What needs to be done
Return only those lines of the records below in which "controls" appears.

==============================

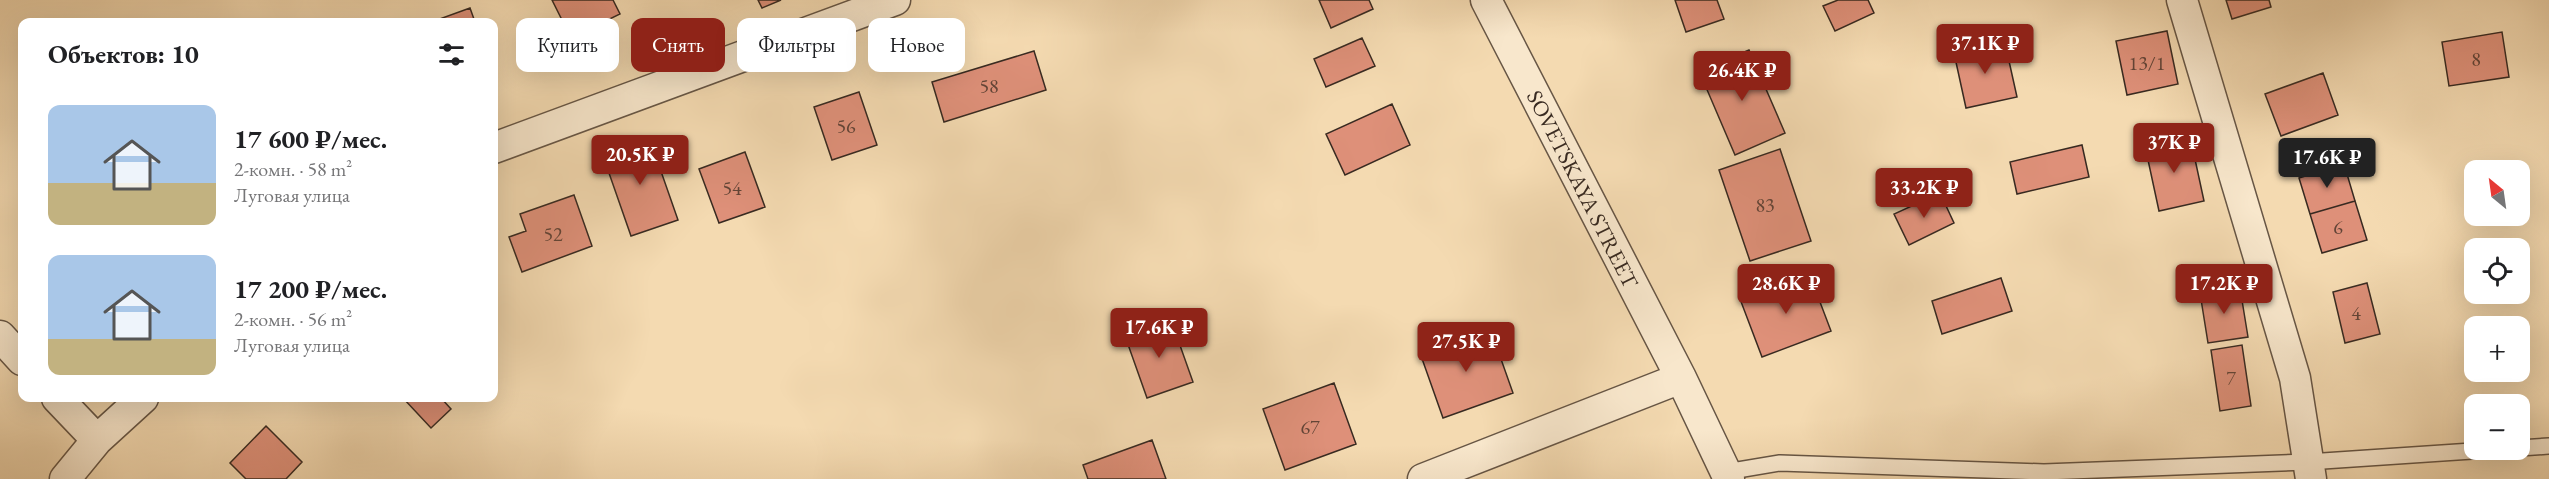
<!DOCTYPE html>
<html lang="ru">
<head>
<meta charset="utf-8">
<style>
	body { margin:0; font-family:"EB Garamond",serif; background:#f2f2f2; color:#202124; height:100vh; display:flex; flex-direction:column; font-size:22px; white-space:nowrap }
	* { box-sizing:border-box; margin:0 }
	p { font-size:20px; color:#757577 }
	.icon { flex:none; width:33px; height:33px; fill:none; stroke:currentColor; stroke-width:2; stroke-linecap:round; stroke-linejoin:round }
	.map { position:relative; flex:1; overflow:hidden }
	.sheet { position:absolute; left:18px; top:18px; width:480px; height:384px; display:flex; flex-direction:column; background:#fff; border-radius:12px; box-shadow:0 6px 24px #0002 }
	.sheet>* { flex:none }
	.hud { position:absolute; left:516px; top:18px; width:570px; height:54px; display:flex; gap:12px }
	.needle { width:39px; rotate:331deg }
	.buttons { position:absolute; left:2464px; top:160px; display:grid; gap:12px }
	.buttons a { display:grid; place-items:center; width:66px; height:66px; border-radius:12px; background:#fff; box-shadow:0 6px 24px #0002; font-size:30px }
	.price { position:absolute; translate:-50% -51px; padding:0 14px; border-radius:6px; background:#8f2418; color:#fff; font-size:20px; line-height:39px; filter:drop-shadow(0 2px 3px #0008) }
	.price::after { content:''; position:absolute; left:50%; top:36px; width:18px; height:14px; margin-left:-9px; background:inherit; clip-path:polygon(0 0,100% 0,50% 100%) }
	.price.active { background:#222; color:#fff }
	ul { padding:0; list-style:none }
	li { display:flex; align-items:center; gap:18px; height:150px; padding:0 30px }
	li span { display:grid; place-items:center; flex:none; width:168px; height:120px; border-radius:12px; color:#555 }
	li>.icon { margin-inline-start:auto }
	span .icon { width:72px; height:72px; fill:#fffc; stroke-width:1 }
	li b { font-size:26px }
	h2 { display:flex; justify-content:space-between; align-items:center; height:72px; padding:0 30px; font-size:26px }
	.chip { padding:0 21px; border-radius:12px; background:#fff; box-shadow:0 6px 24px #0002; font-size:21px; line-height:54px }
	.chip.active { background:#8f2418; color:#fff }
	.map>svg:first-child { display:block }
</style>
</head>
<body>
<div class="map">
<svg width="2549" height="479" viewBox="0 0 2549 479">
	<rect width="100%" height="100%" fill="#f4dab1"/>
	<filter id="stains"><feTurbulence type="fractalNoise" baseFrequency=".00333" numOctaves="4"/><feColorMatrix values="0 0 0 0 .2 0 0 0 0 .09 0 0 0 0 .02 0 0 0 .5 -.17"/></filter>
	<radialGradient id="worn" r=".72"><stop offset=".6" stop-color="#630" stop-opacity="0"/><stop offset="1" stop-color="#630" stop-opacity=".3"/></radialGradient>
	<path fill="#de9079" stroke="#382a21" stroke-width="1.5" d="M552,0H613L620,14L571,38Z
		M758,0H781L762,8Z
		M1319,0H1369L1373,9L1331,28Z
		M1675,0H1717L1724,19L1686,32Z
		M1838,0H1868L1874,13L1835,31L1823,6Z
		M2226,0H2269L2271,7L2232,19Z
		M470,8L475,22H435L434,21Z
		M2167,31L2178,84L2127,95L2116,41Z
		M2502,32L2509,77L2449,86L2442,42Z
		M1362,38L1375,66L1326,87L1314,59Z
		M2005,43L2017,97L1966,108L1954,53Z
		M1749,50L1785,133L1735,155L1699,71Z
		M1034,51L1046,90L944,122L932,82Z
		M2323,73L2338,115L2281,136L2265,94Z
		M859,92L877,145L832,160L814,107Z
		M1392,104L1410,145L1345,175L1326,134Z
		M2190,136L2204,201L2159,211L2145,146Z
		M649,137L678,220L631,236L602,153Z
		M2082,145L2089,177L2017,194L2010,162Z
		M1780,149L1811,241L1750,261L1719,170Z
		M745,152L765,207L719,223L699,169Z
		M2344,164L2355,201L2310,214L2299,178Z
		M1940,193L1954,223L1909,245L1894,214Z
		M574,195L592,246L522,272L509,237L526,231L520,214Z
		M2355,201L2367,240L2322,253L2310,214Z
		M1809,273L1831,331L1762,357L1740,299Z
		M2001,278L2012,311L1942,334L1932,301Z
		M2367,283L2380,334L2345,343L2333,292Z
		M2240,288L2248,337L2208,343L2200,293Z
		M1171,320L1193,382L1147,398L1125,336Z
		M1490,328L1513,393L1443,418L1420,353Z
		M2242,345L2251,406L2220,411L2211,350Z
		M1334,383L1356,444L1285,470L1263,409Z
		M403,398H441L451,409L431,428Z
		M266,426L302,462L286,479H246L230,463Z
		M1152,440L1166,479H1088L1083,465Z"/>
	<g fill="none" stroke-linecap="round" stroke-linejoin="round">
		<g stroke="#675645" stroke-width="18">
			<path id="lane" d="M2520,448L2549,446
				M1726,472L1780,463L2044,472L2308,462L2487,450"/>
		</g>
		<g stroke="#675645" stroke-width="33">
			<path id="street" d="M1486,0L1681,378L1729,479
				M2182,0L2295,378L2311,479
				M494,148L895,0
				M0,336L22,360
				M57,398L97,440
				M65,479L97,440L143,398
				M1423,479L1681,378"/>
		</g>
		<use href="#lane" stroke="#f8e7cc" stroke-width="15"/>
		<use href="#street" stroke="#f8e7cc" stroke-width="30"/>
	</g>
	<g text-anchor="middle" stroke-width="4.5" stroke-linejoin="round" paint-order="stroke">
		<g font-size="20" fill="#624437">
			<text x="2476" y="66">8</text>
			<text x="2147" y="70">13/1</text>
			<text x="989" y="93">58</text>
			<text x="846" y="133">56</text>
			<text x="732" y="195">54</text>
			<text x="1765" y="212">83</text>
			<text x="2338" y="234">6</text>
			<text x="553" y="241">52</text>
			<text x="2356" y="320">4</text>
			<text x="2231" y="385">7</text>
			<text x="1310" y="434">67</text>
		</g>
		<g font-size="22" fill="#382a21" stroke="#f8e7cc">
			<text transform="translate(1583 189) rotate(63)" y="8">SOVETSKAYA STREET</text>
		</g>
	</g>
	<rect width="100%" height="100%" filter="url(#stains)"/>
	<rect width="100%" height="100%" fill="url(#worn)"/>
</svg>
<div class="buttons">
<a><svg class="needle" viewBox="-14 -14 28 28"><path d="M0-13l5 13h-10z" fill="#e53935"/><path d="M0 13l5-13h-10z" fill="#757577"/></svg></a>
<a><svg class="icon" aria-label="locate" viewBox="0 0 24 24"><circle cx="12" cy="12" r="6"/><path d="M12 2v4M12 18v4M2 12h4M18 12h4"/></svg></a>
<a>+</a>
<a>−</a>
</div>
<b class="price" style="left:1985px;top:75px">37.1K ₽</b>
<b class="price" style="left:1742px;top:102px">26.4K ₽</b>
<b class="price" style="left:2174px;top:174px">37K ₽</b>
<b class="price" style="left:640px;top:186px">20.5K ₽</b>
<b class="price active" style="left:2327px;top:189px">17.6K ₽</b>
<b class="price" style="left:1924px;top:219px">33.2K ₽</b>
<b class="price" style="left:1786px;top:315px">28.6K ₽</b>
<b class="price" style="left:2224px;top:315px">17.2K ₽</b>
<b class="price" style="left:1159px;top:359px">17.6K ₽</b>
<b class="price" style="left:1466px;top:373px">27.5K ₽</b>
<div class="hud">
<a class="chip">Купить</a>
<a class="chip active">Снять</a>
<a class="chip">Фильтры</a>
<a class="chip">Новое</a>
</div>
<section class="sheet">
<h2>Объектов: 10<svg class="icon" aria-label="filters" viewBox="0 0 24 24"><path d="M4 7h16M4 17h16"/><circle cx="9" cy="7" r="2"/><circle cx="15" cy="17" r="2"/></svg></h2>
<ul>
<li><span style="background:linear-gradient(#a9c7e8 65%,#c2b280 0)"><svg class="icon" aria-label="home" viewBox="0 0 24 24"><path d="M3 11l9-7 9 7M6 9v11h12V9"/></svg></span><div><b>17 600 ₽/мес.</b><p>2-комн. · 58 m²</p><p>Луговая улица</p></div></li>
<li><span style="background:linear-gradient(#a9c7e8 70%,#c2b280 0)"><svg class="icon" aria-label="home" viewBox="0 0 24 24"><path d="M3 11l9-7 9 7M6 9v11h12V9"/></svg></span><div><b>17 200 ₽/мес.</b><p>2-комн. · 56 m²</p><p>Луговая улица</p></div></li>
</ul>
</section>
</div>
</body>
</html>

==============================

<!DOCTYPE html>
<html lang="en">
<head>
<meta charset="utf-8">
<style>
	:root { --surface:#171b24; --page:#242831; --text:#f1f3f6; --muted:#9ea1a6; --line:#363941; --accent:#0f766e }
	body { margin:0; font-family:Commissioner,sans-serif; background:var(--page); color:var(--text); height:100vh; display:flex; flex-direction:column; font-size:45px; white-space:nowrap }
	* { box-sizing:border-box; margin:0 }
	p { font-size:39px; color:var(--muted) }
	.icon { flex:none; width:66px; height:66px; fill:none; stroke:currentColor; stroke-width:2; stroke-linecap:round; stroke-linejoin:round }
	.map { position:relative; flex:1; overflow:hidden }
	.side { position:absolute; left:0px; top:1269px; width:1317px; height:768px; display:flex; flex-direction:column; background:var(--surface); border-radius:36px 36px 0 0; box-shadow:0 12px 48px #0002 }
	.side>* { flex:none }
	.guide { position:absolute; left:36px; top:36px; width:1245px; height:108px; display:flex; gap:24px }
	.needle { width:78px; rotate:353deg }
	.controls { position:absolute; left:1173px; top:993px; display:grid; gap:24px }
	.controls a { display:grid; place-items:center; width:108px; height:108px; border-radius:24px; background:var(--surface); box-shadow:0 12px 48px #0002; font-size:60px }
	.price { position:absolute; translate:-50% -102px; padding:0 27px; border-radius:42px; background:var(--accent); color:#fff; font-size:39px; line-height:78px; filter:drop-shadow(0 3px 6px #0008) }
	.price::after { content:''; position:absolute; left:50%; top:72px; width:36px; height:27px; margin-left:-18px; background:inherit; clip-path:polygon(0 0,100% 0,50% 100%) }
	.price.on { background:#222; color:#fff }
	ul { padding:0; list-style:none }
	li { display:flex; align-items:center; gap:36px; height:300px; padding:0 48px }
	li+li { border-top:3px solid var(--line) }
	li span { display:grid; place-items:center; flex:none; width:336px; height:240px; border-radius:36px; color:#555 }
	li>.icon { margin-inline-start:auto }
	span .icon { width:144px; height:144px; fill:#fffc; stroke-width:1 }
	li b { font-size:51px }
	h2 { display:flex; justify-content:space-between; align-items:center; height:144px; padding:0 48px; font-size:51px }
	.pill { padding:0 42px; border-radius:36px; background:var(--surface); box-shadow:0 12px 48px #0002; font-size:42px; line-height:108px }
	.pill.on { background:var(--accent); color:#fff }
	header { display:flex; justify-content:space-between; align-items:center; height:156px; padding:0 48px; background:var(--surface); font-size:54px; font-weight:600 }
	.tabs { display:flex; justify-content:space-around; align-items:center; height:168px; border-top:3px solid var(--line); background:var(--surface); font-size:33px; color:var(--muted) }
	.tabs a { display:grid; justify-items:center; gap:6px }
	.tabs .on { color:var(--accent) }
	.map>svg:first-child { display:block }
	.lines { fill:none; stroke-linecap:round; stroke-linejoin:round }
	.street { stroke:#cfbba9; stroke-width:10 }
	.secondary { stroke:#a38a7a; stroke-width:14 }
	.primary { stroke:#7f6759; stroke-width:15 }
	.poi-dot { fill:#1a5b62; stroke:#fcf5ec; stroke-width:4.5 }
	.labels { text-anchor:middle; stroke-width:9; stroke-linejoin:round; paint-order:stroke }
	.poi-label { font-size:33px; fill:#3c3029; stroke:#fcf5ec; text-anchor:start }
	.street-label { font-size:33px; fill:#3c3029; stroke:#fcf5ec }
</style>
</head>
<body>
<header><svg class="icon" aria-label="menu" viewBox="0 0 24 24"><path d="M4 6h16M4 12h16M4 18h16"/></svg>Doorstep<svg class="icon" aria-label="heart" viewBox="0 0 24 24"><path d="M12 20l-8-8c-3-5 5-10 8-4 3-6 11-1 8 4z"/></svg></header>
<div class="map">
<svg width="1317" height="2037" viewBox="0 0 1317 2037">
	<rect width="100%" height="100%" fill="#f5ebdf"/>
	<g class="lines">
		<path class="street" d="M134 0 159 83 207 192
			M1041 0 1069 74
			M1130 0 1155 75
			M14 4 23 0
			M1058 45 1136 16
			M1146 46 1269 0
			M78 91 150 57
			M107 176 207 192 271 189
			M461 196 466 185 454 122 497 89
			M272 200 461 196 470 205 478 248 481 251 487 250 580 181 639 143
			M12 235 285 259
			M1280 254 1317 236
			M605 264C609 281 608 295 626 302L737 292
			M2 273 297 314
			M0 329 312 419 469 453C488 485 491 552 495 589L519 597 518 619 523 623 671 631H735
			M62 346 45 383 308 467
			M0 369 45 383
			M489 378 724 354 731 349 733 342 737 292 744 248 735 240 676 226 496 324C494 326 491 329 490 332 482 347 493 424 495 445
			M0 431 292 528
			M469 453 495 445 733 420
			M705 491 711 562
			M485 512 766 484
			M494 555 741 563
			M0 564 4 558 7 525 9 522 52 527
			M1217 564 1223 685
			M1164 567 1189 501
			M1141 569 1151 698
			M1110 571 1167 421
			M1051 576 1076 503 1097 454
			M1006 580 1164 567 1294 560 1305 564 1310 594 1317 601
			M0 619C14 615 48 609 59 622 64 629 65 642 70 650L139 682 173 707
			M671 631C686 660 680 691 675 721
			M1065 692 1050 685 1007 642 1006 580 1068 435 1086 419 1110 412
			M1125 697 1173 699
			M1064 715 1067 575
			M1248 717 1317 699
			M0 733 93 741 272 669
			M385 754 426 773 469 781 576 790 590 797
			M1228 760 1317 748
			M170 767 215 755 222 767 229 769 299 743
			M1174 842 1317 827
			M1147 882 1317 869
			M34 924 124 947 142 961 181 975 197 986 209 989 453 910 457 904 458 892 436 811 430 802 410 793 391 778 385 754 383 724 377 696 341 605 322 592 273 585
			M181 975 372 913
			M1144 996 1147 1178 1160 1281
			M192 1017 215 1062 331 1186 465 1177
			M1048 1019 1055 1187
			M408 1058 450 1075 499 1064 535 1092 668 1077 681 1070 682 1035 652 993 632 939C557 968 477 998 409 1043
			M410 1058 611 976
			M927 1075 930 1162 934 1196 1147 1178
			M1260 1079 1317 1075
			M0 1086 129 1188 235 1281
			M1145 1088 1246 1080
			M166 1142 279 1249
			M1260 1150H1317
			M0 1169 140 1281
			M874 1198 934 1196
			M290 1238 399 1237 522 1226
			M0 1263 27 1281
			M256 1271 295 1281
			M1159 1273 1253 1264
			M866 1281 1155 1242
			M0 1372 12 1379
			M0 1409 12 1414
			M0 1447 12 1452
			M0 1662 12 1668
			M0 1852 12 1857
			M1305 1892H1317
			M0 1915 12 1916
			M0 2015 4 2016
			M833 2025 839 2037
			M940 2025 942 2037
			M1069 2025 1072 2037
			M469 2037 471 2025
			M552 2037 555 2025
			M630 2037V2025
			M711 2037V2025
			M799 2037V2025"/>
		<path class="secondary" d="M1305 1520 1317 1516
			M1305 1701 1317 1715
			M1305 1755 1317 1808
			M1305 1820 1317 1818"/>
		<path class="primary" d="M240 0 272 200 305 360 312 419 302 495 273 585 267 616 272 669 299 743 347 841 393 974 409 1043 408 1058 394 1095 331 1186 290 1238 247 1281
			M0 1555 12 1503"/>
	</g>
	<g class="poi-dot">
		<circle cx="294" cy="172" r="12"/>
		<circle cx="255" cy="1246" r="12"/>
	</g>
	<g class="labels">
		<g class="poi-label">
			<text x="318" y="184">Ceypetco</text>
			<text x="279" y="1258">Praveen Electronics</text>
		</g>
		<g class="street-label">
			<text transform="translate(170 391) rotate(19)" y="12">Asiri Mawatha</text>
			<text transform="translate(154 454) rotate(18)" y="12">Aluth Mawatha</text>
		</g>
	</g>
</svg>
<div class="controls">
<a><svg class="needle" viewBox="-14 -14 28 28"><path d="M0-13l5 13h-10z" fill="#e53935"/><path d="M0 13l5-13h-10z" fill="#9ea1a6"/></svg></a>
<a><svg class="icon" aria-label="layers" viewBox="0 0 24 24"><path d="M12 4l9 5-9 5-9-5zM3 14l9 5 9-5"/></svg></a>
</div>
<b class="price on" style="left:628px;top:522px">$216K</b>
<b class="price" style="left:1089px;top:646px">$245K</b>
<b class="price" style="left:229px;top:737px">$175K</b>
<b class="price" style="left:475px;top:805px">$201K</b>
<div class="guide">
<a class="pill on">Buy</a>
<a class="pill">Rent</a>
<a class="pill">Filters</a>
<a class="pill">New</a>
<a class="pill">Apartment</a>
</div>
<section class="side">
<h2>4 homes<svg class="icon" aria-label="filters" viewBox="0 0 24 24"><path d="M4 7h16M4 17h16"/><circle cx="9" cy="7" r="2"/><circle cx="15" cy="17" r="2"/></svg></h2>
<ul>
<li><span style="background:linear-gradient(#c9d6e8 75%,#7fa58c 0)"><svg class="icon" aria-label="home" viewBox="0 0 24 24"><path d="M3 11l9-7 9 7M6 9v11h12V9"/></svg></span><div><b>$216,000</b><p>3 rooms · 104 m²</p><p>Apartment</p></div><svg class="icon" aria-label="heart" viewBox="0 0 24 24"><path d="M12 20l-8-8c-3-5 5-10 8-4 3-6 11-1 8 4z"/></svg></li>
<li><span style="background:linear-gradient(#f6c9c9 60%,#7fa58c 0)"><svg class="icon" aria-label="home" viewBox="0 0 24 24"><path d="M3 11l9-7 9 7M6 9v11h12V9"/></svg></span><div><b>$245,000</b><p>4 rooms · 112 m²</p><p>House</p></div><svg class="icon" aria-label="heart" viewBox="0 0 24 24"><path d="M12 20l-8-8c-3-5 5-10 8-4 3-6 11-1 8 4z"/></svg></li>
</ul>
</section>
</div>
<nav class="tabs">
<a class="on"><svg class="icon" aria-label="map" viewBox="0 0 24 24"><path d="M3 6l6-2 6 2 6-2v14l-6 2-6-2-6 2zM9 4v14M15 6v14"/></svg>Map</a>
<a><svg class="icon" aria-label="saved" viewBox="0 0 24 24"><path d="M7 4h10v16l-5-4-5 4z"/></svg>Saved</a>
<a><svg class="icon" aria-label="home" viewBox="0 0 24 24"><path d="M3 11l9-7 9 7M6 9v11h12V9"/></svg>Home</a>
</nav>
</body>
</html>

==============================

Answer to the exercise
	.controls { position:absolute; left:1173px; top:993px; display:grid; gap:24px }
	.controls a { display:grid; place-items:center; width:108px; height:108px; border-radius:24px; background:var(--surface); box-shadow:0 12px 48px #0002; font-size:60px }
<div class="controls">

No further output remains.